Jak łapać koty do kastracji
Przed przystąpieniem do łapania należy rozpoznać sytuację w danym miejscu:
- Policzenie kotów. Pomocne może być zrobienie zdjęć i wykonanie notatek określających liczbę kotów do złapania z podziałem na płeć. Należy szczególnie zwracać uwagę na kotki z małymi kociakami – kotek takich nie należy łapać dopóki kocięta nie będą samodzielne (minimum 8 tygodni) lub nie zostaną zabrane; należy ustalić priorytety (kotki ciężarne).
- Ustalenie pory karmienia i zwyczajów kotów (wymaga to ścisłej współpracy z karmicielem).
- Ustalenie terminu łapania (w porozumieniu z karmicielem i lecznicą, w której zabieg ma zostać wykonany).

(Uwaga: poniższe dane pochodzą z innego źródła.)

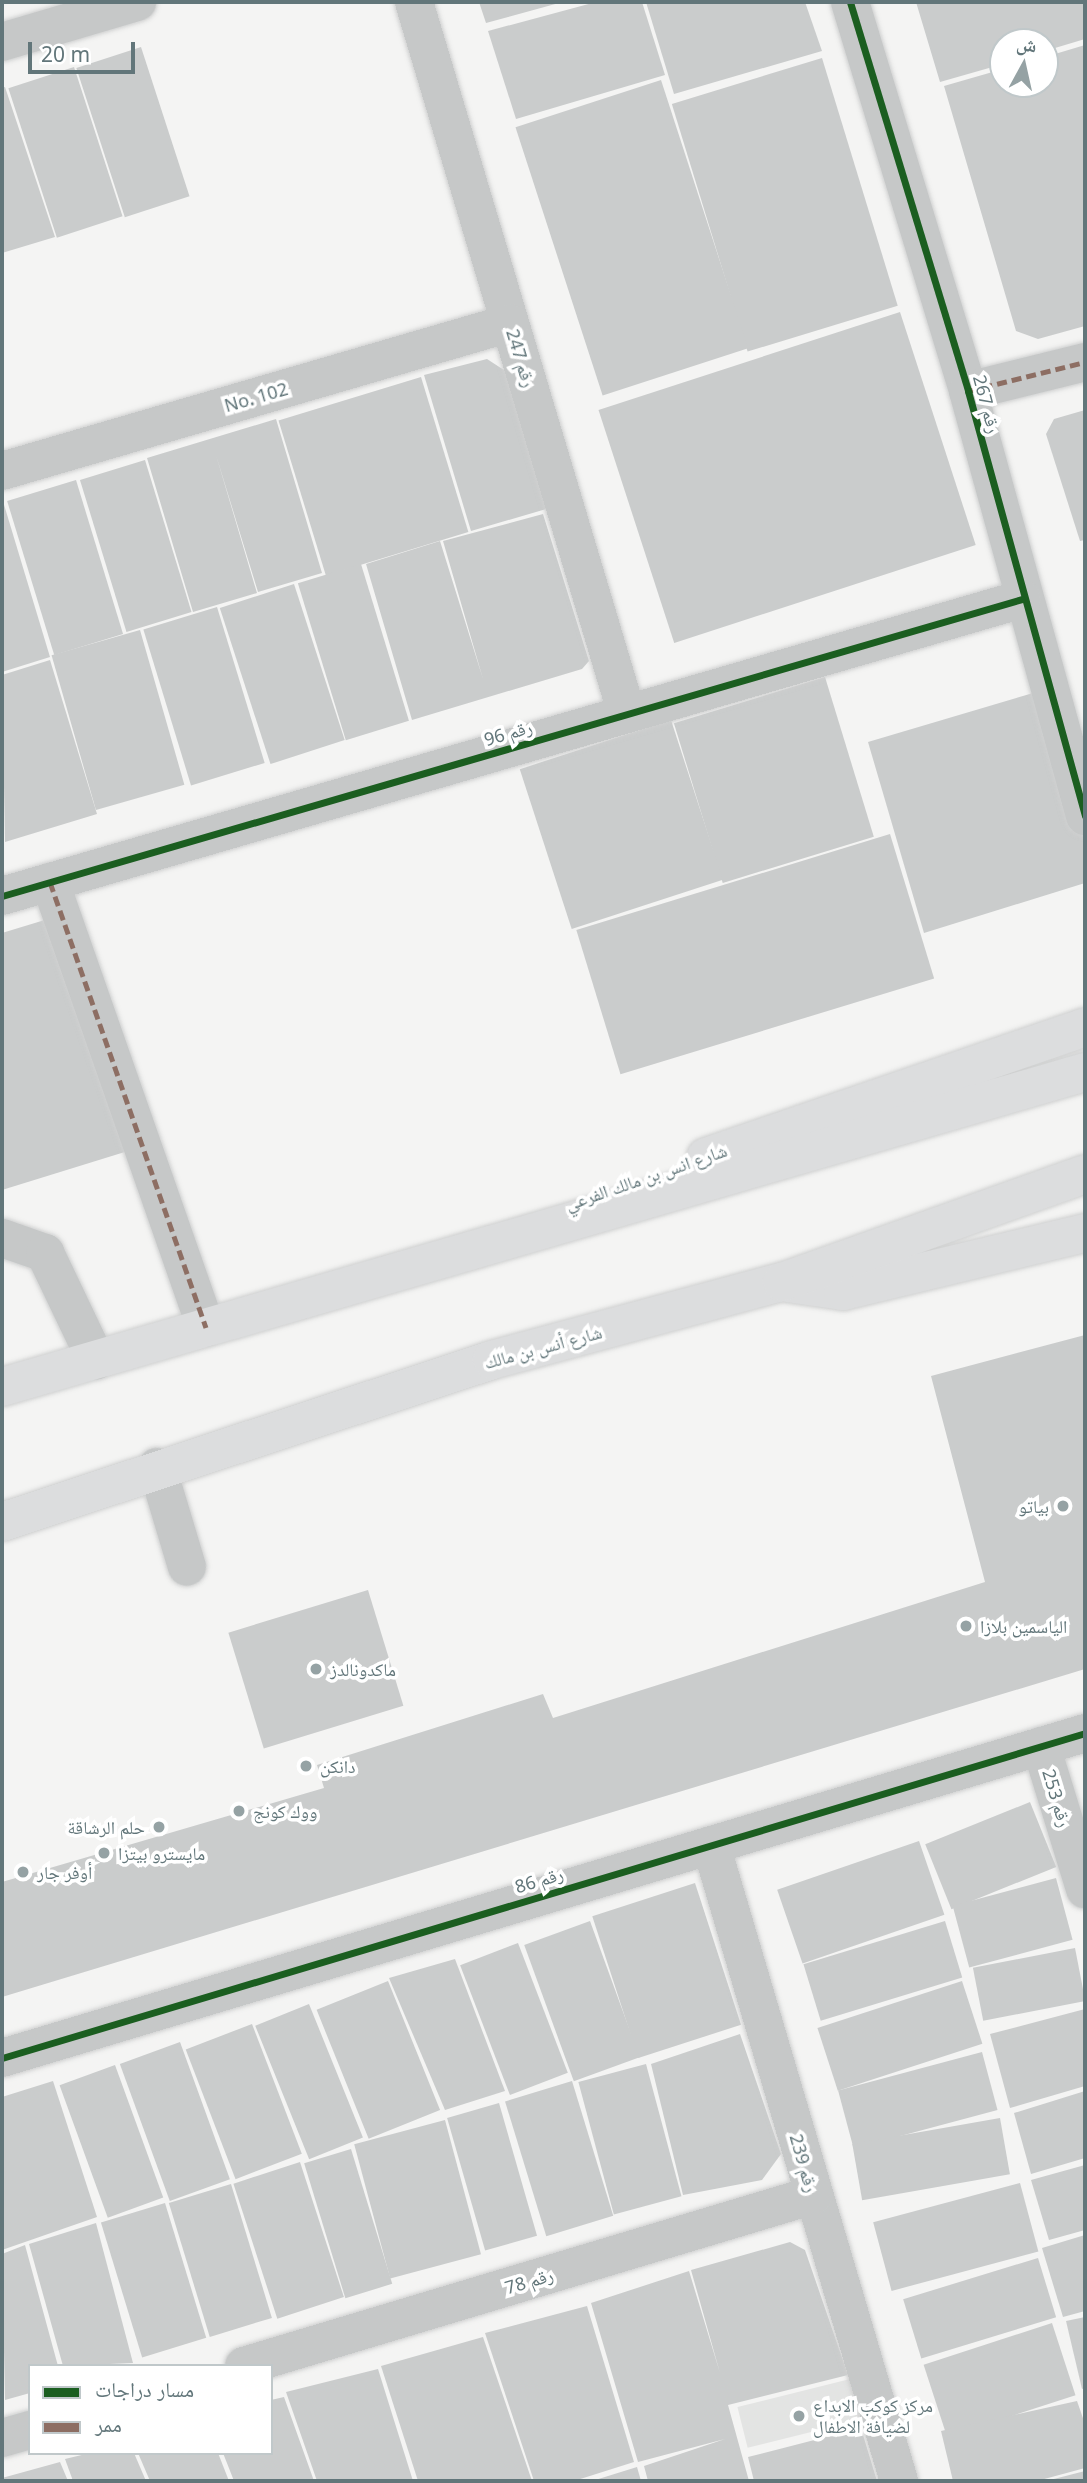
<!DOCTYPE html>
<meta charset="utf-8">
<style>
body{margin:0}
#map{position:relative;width:1087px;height:2483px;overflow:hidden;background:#f4f4f3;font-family:"Noto Sans","Noto Naskh Arabic",sans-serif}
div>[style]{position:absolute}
.built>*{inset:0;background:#e3e4e3;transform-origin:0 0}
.building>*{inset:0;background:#cacccc;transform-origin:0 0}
.roads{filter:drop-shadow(0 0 2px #cfd0d0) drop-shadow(0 0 2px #cfd0d0)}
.minor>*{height:38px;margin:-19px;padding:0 19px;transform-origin:19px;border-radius:19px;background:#c6c8c8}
.major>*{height:38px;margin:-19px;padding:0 19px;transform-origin:19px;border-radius:19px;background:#dcddde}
.quiet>*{height:5px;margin-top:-2.5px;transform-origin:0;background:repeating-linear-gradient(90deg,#8d6e63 0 10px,transparent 0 15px)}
.cycleway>*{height:7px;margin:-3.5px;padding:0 3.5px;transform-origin:3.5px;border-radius:3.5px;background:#1b5e20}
.dots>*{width:19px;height:19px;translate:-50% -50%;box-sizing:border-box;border:4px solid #fff;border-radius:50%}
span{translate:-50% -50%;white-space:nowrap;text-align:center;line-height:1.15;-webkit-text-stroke:7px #fff;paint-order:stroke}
.street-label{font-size:18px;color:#62767a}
.poi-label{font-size:18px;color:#62767a}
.right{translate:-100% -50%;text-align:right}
.left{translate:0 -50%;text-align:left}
.frame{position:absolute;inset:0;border:4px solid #62767a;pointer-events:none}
.legend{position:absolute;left:28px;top:2364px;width:245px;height:91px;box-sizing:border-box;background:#fff;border:2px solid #c0c8ca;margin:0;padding:9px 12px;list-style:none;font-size:21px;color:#62767a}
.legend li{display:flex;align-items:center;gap:14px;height:35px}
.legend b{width:35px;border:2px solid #c0c8ca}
.north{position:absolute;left:989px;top:28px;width:70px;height:70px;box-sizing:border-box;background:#fff;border:2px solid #c0c8ca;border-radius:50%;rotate:8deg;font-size:19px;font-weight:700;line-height:28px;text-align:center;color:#62767a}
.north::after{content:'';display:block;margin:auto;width:24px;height:32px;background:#95a2a4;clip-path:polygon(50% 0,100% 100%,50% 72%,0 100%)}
.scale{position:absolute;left:28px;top:42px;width:107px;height:32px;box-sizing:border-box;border:4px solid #62767a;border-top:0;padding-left:9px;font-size:21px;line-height:24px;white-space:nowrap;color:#62767a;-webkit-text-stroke:5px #fff;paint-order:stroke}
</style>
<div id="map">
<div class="built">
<div style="left:850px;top:2379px;width:42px;height:116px;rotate:76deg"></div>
</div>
<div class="building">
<div style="clip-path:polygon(479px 2px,559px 2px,559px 3px,486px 23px)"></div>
<div style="clip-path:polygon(596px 2px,642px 2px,665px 75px,516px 119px,488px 31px)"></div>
<div style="clip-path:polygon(646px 2px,805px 2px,822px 51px,674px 94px)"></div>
<div style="clip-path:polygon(916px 2px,1085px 2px,1085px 39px,1045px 51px,1045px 42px,1003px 42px,1003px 64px,940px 82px)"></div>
<div style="clip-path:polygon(1085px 45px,1085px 326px,1038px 339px,1016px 331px,944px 86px,1003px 69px,1003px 84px,1045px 84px,1045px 57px)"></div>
<div style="left:141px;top:47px;width:157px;height:68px;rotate:72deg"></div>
<div style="left:822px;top:58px;width:259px;height:157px;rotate:73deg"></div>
<div style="left:74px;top:67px;width:157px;height:69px;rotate:72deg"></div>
<div style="left:661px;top:80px;width:282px;height:153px;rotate:72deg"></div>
<div style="clip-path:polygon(5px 87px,55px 237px,2px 253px,2px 88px)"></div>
<div style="left:900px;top:312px;width:245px;height:317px;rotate:72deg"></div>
<div style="clip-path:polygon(487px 359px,507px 372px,553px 507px,471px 531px,424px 375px)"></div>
<div style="left:421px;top:377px;width:162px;height:149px;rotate:73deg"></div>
<div style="clip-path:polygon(1085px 410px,1085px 540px,1080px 541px,1046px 434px,1054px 419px)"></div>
<div style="clip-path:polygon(276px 419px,322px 573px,258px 592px,216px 455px,257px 593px,193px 612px,147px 458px)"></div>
<div style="left:145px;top:460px;width:159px;height:68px;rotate:73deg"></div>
<div style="left:76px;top:480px;width:161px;height:72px;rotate:73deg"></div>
<div style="clip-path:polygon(2px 498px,50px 657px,2px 672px)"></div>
<div style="clip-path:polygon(543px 514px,589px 661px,582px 669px,412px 720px,366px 564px,440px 541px,483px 679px,443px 541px)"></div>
<div style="left:361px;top:564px;width:164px;height:66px;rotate:73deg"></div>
<div style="left:294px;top:584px;width:164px;height:78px;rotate:72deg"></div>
<div style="left:217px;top:607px;width:163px;height:77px;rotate:73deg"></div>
<div style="left:140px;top:630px;width:161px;height:92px;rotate:74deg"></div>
<div style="clip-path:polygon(50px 660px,97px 814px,5px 842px,2px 675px)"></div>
<div style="left:825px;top:677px;width:167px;height:158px;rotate:73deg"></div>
<div style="clip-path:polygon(1040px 691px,1085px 842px,1085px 883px,924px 933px,868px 742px)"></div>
<div style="left:671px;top:720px;width:168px;height:159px;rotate:72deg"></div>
<div style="left:890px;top:834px;width:151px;height:328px;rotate:73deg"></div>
<div style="clip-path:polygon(48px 919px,128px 1151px,2px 1190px,2px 933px)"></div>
<div style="clip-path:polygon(1085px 1335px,1085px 1669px,2px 1997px,2px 1882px,324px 1788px,317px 1765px,543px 1694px,553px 1718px,985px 1582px,931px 1376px)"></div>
<div style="left:368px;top:1590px;width:121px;height:146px;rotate:73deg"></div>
<div style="left:1030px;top:1802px;width:70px;height:113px;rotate:68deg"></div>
<div style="left:919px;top:1841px;width:78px;height:150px;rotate:71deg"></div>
<div style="left:1056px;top:1878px;width:64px;height:107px;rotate:75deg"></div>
<div style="left:695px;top:1883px;width:149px;height:108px;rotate:72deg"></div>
<div style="left:590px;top:1921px;width:145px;height:70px;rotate:70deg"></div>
<div style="left:945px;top:1921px;width:59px;height:148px;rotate:73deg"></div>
<div style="left:518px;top:1943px;width:139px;height:62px;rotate:69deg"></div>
<div style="left:1075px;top:1948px;width:54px;height:104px;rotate:79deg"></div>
<div style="clip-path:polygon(455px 1959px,505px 2091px,445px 2110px,389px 1978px)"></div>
<div style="left:388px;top:1981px;width:139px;height:77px;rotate:68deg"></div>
<div style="left:962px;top:1981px;width:66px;height:152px;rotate:72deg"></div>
<div style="left:309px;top:2004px;width:144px;height:58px;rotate:68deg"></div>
<div style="clip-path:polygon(1085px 2009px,1085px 2086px,1010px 2108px,990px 2034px)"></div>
<div style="left:252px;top:2024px;width:139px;height:71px;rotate:69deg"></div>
<div style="clip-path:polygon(740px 2034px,781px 2154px,762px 2180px,683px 2195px,651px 2064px)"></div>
<div style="left:180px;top:2042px;width:146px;height:64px;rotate:70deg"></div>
<div style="left:982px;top:2052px;width:60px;height:149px;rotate:75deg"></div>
<div style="left:646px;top:2064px;width:137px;height:70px;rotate:75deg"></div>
<div style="left:115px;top:2065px;width:141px;height:59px;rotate:70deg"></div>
<div style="clip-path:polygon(53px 2081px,97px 2217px,2px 2250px,2px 2097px)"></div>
<div style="left:572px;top:2081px;width:141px;height:70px;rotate:73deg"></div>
<div style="clip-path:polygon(1085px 2091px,1085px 2158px,1031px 2174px,1014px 2113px)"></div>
<div style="left:499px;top:2103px;width:138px;height:54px;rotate:74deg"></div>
<div style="left:1000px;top:2118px;width:57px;height:150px;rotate:80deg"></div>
<div style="left:445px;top:2120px;width:139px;height:94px;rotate:75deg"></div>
<div style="left:351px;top:2149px;width:141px;height:49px;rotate:73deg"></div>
<div style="left:300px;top:2162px;width:142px;height:70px;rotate:72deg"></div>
<div style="clip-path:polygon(1085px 2165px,1085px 2230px,1049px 2240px,1031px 2180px)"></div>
<div style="left:1020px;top:2183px;width:71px;height:152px;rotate:75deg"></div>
<div style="left:231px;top:2184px;width:140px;height:65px;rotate:73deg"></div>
<div style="left:165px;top:2203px;width:141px;height:67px;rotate:73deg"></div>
<div style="clip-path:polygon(96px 2223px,133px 2363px,63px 2366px,29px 2244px)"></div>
<div style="clip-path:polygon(1085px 2235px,1085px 2311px,1063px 2317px,1042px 2248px)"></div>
<div style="clip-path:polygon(790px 2242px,805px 2250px,848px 2375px,728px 2405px,749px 2481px,648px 2481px,644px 2466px,725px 2439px,638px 2462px,591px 2303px,689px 2271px,720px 2373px,691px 2270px)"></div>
<div style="clip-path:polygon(25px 2245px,58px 2366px,30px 2366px,30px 2393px,5px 2400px,2px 2254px)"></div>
<div style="left:1038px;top:2258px;width:62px;height:141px;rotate:73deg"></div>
<div style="clip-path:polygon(587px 2306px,634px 2462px,574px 2481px,534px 2481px,485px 2333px)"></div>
<div style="clip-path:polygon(1085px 2317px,1085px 2388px,1082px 2389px,1066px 2321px)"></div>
<div style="left:1052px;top:2323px;width:76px;height:135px;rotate:72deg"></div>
<div style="clip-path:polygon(483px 2337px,532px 2481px,418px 2481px,381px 2366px)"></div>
<div style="clip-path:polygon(378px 2369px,413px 2481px,317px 2481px,286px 2392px)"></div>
<div style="clip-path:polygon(284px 2397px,314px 2481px,234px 2481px,223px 2453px,271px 2453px,271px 2400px)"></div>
<div style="clip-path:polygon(1077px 2401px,1085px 2424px,1085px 2468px,1037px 2481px,953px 2481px,941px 2431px)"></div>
<div style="clip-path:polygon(861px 2428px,877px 2481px,754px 2481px,748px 2457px)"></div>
<div style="clip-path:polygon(90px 2453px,134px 2453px,146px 2481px,73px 2481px,65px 2459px)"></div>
<div style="clip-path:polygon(138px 2453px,218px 2453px,229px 2481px,150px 2481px)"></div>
<div style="clip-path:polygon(60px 2462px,68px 2481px,2px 2481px,2px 2478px)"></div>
<div style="clip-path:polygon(637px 2467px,641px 2481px,592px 2481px)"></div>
<div style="clip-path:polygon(1085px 2471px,1085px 2481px,1050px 2481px,1050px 2480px)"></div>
</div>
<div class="roads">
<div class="minor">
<div style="left:414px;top:2px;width:743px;rotate:73.35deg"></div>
<div style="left:850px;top:2px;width:407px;rotate:73.1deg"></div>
<div style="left:968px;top:391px;width:441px;rotate:74.6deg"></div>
<div style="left:2px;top:42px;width:141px;rotate:-16.5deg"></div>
<div style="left:968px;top:391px;width:121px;rotate:-13.9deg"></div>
<div style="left:2px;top:471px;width:529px;rotate:-16.24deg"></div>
<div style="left:50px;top:882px;width:472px;rotate:70.7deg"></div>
<div style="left:2px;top:896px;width:1062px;rotate:-16.23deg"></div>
<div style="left:2px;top:1238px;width:46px;rotate:19.2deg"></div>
<div style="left:45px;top:1253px;width:119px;rotate:64.5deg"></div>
<div style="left:157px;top:1467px;width:104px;rotate:73.3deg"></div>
<div style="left:1041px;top:1746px;width:150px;rotate:72.9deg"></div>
<div style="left:711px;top:1845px;width:663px;rotate:73.53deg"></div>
<div style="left:2px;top:2058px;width:1131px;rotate:-16.7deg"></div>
<div style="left:244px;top:2366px;width:595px;rotate:-16.7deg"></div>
<div style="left:2px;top:2438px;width:29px;rotate:-16deg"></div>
</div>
<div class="major">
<div style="left:706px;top:1157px;width:401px;rotate:-18.9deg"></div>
<div style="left:787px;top:1283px;width:57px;rotate:8.1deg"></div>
<div style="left:843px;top:1291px;width:249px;rotate:-13.5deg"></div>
<div style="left:2px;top:1387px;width:1128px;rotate:-16.22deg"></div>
<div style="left:2px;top:1522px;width:516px;rotate:-18.29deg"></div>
<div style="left:492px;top:1360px;width:300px;rotate:-15.1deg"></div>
<div style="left:782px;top:1282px;width:322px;rotate:-19.6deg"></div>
</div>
</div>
<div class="quiet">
<div style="left:968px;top:391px;width:121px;rotate:-13.9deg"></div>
<div style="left:50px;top:882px;width:472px;rotate:70.7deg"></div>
</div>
<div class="cycleway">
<div style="left:850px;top:2px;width:407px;rotate:73.1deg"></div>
<div style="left:968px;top:391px;width:441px;rotate:74.6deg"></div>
<div style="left:2px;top:896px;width:1062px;rotate:-16.23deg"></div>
<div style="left:2px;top:2058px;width:1131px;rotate:-16.7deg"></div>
</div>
<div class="dots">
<div style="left:1063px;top:1506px;background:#95a2a4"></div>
<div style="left:966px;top:1626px;background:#95a2a4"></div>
<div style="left:316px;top:1669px;background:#95a2a4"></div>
<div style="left:306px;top:1766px;background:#95a2a4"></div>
<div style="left:239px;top:1811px;background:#95a2a4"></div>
<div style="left:159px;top:1827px;background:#95a2a4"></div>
<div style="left:104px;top:1853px;background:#95a2a4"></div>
<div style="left:23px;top:1872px;background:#95a2a4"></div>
<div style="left:799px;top:2416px;background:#95a2a4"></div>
</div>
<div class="street-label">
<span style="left:521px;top:358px;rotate:73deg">رقم 247</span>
<span style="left:256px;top:397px;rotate:-16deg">No. 102</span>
<span style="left:987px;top:404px;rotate:75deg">رقم 267</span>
<span style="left:508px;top:733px;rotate:-16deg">رقم 96</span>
<span style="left:646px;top:1177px;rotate:-19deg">شارع انس بن مالك الفرعي</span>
<span style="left:543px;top:1347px;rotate:-15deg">شارع أنس بن مالك</span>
<span style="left:1057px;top:1798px;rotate:73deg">رقم 253</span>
<span style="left:539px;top:1880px;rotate:-17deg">رقم 86</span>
<span style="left:804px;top:2163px;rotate:74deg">رقم 239</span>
<span style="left:529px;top:2281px;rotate:-17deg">رقم 78</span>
</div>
<div class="poi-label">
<span class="right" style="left:1049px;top:1506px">بياتو</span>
<span class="left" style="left:980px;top:1626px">الياسمين بلازا</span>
<span class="left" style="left:330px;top:1669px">ماكدونالدز</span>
<span class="left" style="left:320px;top:1766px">دانكن</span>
<span class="left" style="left:253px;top:1811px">ووك كونج</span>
<span class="right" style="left:145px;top:1827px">حلم الرشاقة</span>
<span class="left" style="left:118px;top:1853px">مايسترو بيتزا</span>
<span class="left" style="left:37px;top:1872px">أوفر جار</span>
<span class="left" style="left:813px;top:2416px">مركز كوكب الابداع<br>لضيافة الاطفال</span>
</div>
<div class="frame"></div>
<ul class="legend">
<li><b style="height:9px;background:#1b5e20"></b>مسار دراجات</li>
<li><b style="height:9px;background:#8d6e63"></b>ممر</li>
</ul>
<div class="north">ش</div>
<div class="scale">20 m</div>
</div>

- Dopilnowanie, by koty nie zostały nakarmione przynajmniej 24h wcześniej (czasu tego nie należy jednak nadmiernie wydłużać ze względu na możliwe niekorzystne następstwa dla zdrowia kotów).
Przygotowanie do łapania
Sprzęt:
- klatka-łapka,
- podbierak,
- przynęta (różne rodzaje atrakcyjnej dla kota karmy – saszetki, tuńczyk, kurczak, wołowina, karma jaką koty zazwyczaj w danym miejscu są karmione),
- kawałek styropianowej tacki lub sztywny kartonik – do podania przynęty,
- płachta (np. stare prześcieradło, koc, duży ręcznik – zakrywający całą klatkę-łapkę),
- opaski zaciskające lub kawałki sznurka.
Konieczne wyposażenie:
- grube rękawice (spawalnicze, narciarskie),
- apteczka (woda utleniona, plastry),
- ręczniki papierowe i wilgotne chusteczki do mycia rąk.
Przydać mogą się również:
- mocny podbierak, bez dziur w siatce (polecamy szczególnie podbieraki ze sztywną obręczą, gdyż łatwiej w nich utrzymać kota),
- transporter,
- długi sznurek,
- zabawka (piórka na patyku, myszka, laserek),
- latarka (najlepiej tzw. „czołówka” – wtedy obie ręce mamy wolne),
- lornetka (zwłaszcza, jeżeli łapiemy w grupie kotów bardzo podobnych, z których niektóre są już wykastrowane).